To the best of our knowledge, this is the first study of dietary Artemisia arborescens effects on Sparus aurata. A wide range of assays were used in order to have a more complete fish health-status assessment and nutritional changes effects. The spleen was chosen as the target tissue due to its basic role in immunity, as well as in metabolic and oxidation procedures. The vast majority of nutrition-related gene-expression studies are focused on liver or intestine function; therefore, spleen analysis offers an alternative point of view on plant-based diet on fish physiology.

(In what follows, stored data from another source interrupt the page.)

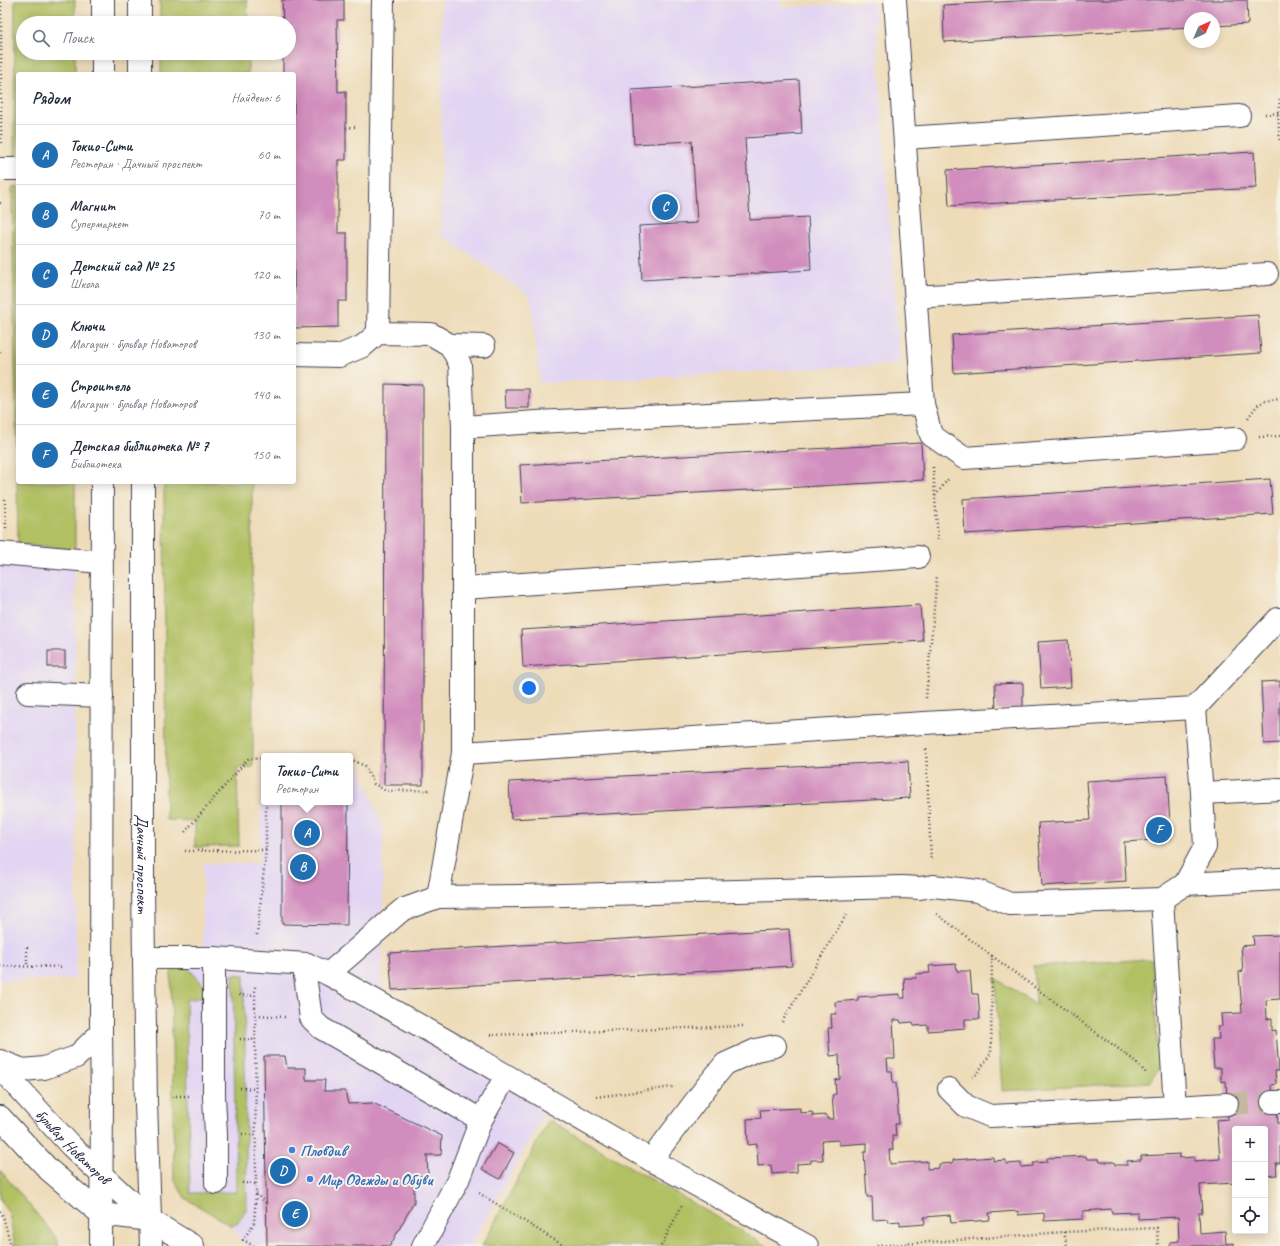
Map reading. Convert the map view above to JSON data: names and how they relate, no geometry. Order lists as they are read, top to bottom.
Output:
{
  "streets": {
    "main road": ["Дачный проспект", "бульвар Новаторов"]
  },
  "crossings": [
    ["Дачный проспект", "бульвар Новаторов"]
  ],
  "places": ["Пловдив", "Мир Одежды и Обуви"],
  "north": "top right",
  "page": {
    "search": "Поиск",
    "heading": ["Рядом", "Найдено: 6"],
    "list": [
      {
        "mark": "A",
        "name": "Токио-Сити",
        "note": "Ресторан · Дачный проспект",
        "value": "60 m"
      },
      {
        "mark": "B",
        "name": "Магнит",
        "note": "Супермаркет",
        "value": "70 m"
      },
      {
        "mark": "C",
        "name": "Детский сад № 25",
        "note": "Школа",
        "value": "120 m"
      },
      {
        "mark": "D",
        "name": "Ключи",
        "note": "Магазин · бульвар Новаторов",
        "value": "130 m"
      },
      {
        "mark": "E",
        "name": "Строитель",
        "note": "Магазин · бульвар Новаторов",
        "value": "140 m"
      },
      {
        "mark": "F",
        "name": "Детская библиотека № 7",
        "note": "Библиотека",
        "value": "150 m"
      }
    ],
    "pins": [
      "C",
      "F",
      "A",
      "B",
      "D",
      "E"
    ],
    "popup": ["Токио-Сити", "Ресторан"],
    "map_buttons": ["+", "−"]
  }
}
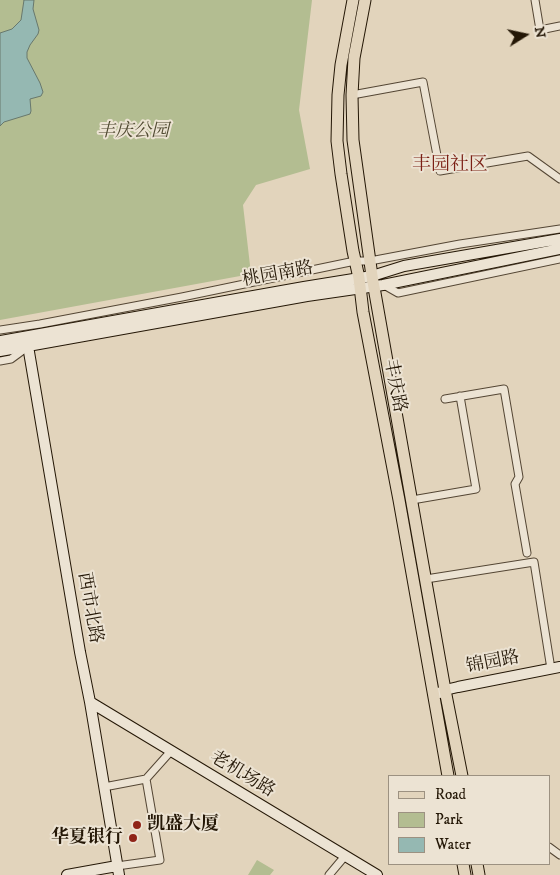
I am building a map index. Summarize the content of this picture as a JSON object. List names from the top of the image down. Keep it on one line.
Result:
{"streets":{"main road":["桃园南路","丰庆路","西市北路","锦园路","老机场路"]},"crossings":[["桃园南路","丰庆路"],["桃园南路","西市北路"],["丰庆路","锦园路"],["西市北路","老机场路"]],"districts":["丰园社区"],"parks":["丰庆公园"],"places":["凯盛大厦","华夏银行"],"legend":["Road","Park","Water"],"north":"right"}
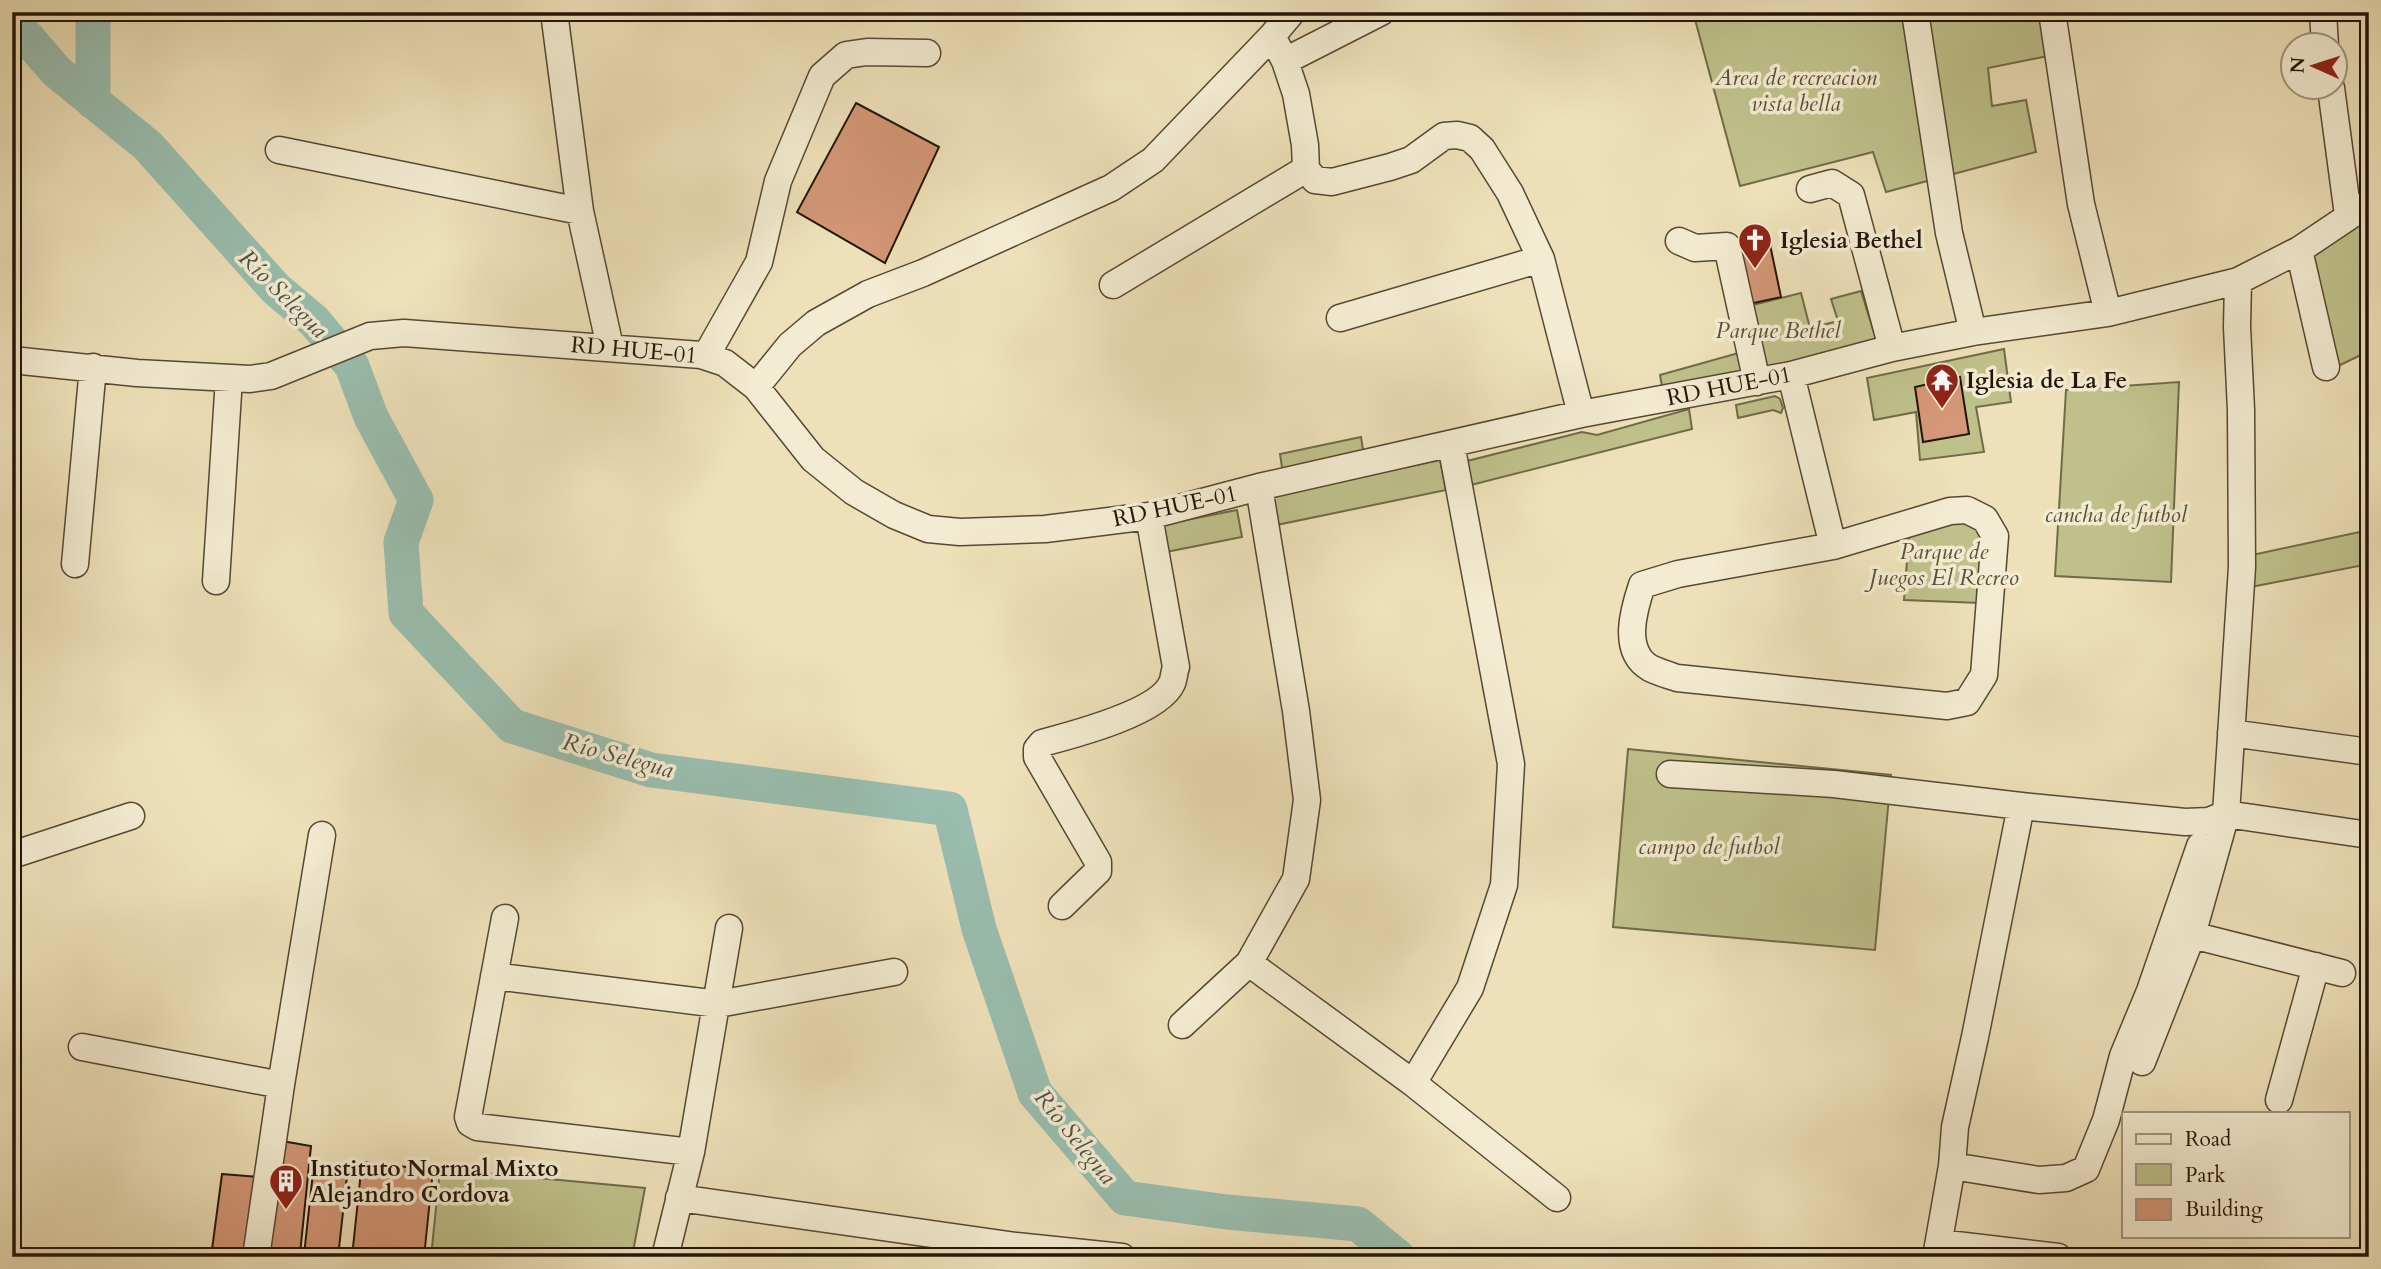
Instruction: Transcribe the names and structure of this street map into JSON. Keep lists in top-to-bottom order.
{
  "streets": {
    "street": ["RD HUE-01"]
  },
  "water": ["Río Selegua"],
  "parks": [
    "Area de recreacion vista bella",
    "Parque Bethel",
    "cancha de futbol",
    "Parque de Juegos El Recreo",
    "campo de futbol"
  ],
  "places": {
    "church": ["Iglesia Bethel"],
    "temple": ["Iglesia de La Fe"],
    "building": ["Instituto Normal Mixto Alejandro Cordova"]
  },
  "legend": ["Road", "Park", "Building"],
  "north": "left"
}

Our findings showed that A. arborescens use as a feed supplement could have a negative effect on the growth performance, immune response, and blood parameters of gilthead seabream. More studies should be conducted under experimental culturing conditions with more doses of A. arborescens to define a beneficial application range where the present findings may be reversed. Ideally, the optimal dose of A. arborescens must be assessed on seabream when it is subjected to stress conditions, including common pathogen infections. Therefore, our future goals include the study of A. arborescens’ effects on gilthead seabream following well-designed experimental challenge tests with myxobacteria and parasites.